Work order:
Write out the stretch of lines below that begins at the line with "M653,0L675,128" and ends at the line with "M265,610L288,613", including both, exactly as given and nothing more.

Dataset extract:
#####
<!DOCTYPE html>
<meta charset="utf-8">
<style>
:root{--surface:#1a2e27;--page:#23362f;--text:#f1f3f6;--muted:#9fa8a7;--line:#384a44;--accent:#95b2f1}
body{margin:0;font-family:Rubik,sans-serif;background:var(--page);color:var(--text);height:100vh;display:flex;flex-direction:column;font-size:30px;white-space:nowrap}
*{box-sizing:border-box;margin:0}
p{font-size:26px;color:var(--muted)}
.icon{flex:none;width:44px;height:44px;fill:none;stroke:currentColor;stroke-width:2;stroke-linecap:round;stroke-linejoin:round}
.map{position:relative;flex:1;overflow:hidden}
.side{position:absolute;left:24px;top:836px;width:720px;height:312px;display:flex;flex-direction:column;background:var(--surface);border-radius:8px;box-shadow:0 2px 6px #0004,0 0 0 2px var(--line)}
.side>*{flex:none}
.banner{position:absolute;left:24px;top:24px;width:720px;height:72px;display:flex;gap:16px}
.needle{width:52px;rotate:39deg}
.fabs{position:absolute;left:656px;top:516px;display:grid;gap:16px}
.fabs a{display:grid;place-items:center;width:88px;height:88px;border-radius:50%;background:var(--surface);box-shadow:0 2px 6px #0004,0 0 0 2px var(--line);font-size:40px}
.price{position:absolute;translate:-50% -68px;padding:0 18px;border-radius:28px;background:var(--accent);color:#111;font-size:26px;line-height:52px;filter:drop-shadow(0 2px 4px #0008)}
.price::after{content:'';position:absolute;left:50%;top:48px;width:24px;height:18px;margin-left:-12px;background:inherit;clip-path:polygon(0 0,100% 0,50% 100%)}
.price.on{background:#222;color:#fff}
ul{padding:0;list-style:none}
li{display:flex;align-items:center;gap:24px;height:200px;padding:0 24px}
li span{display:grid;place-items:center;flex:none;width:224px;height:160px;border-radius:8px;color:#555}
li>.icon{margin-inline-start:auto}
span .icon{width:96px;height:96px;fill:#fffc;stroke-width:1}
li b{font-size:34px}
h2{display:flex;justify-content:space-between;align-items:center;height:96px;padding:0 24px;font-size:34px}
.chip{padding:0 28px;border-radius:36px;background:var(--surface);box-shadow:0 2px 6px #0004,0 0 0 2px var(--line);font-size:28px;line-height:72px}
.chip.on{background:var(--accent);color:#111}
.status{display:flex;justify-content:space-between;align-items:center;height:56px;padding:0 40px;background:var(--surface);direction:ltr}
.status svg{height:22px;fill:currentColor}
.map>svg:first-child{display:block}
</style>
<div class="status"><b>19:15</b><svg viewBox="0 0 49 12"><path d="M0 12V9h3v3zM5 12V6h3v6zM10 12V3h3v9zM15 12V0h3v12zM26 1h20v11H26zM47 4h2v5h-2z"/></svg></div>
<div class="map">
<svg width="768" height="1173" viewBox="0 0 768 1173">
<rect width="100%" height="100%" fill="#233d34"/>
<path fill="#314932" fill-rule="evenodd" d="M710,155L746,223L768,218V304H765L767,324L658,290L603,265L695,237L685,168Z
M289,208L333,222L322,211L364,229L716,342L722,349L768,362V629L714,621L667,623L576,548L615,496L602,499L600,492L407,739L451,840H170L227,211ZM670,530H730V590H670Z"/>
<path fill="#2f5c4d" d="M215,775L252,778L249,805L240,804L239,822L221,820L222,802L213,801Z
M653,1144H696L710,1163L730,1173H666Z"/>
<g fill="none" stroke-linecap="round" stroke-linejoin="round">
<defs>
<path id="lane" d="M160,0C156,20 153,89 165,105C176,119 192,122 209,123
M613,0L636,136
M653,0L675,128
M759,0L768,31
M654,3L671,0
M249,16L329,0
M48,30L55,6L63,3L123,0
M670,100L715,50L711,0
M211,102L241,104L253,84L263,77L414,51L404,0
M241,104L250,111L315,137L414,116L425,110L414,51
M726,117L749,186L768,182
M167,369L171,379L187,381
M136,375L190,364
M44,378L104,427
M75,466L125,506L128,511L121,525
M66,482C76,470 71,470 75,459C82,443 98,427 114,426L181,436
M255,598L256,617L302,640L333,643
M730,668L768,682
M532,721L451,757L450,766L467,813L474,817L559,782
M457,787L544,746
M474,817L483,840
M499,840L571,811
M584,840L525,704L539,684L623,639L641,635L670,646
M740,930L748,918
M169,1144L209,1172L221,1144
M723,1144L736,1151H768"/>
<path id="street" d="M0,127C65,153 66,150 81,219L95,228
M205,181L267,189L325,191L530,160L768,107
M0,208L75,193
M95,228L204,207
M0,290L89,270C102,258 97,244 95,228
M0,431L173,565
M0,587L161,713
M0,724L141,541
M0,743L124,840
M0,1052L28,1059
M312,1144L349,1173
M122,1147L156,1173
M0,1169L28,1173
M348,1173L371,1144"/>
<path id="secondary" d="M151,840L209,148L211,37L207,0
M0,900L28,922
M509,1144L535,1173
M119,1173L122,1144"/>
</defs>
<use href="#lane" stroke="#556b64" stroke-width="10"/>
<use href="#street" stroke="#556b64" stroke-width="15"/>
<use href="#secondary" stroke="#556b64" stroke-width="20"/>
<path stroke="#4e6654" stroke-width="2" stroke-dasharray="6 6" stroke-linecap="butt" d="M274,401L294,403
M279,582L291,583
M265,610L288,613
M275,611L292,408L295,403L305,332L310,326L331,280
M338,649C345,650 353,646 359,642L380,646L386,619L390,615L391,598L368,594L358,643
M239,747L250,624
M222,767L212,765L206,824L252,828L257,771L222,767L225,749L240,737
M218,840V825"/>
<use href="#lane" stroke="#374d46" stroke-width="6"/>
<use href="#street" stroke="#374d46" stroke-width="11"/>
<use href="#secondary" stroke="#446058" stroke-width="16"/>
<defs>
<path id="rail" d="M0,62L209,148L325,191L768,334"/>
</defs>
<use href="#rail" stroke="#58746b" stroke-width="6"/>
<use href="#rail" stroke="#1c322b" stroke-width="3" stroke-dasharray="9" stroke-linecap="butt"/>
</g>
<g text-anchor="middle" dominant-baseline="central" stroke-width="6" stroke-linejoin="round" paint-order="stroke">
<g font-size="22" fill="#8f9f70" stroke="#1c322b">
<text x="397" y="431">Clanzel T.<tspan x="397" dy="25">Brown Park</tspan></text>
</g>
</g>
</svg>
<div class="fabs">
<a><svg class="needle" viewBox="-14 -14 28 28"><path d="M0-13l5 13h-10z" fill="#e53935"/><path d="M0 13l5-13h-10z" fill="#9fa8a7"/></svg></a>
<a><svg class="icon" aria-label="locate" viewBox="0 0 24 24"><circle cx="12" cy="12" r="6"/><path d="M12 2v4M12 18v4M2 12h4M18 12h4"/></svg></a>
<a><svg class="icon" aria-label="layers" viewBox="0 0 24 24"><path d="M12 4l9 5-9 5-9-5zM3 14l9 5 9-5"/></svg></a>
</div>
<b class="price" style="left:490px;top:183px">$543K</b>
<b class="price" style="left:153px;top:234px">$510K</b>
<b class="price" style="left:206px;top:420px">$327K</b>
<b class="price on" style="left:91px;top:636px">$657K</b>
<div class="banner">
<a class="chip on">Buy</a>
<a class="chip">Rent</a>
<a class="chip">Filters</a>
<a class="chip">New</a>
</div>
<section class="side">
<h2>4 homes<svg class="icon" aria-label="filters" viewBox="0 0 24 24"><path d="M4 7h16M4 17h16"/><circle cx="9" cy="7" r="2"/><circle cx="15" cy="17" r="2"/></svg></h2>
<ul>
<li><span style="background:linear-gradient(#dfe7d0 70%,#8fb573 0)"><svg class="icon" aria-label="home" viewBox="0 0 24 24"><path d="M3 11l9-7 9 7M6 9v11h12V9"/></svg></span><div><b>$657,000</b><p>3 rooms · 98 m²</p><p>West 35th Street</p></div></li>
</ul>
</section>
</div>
#####
Solution for this exercise:
M653,0L675,128
M759,0L768,31
M654,3L671,0
M249,16L329,0
M48,30L55,6L63,3L123,0
M670,100L715,50L711,0
M211,102L241,104L253,84L263,77L414,51L404,0
M241,104L250,111L315,137L414,116L425,110L414,51
M726,117L749,186L768,182
M167,369L171,379L187,381
M136,375L190,364
M44,378L104,427
M75,466L125,506L128,511L121,525
M66,482C76,470 71,470 75,459C82,443 98,427 114,426L181,436
M255,598L256,617L302,640L333,643
M730,668L768,682
M532,721L451,757L450,766L467,813L474,817L559,782
M457,787L544,746
M474,817L483,840
M499,840L571,811
M584,840L525,704L539,684L623,639L641,635L670,646
M740,930L748,918
M169,1144L209,1172L221,1144
M723,1144L736,1151H768"/>
<path id="street" d="M0,127C65,153 66,150 81,219L95,228
M205,181L267,189L325,191L530,160L768,107
M0,208L75,193
M95,228L204,207
M0,290L89,270C102,258 97,244 95,228
M0,431L173,565
M0,587L161,713
M0,724L141,541
M0,743L124,840
M0,1052L28,1059
M312,1144L349,1173
M122,1147L156,1173
M0,1169L28,1173
M348,1173L371,1144"/>
<path id="secondary" d="M151,840L209,148L211,37L207,0
M0,900L28,922
M509,1144L535,1173
M119,1173L122,1144"/>
</defs>
<use href="#lane" stroke="#556b64" stroke-width="10"/>
<use href="#street" stroke="#556b64" stroke-width="15"/>
<use href="#secondary" stroke="#556b64" stroke-width="20"/>
<path stroke="#4e6654" stroke-width="2" stroke-dasharray="6 6" stroke-linecap="butt" d="M274,401L294,403
M279,582L291,583
M265,610L288,613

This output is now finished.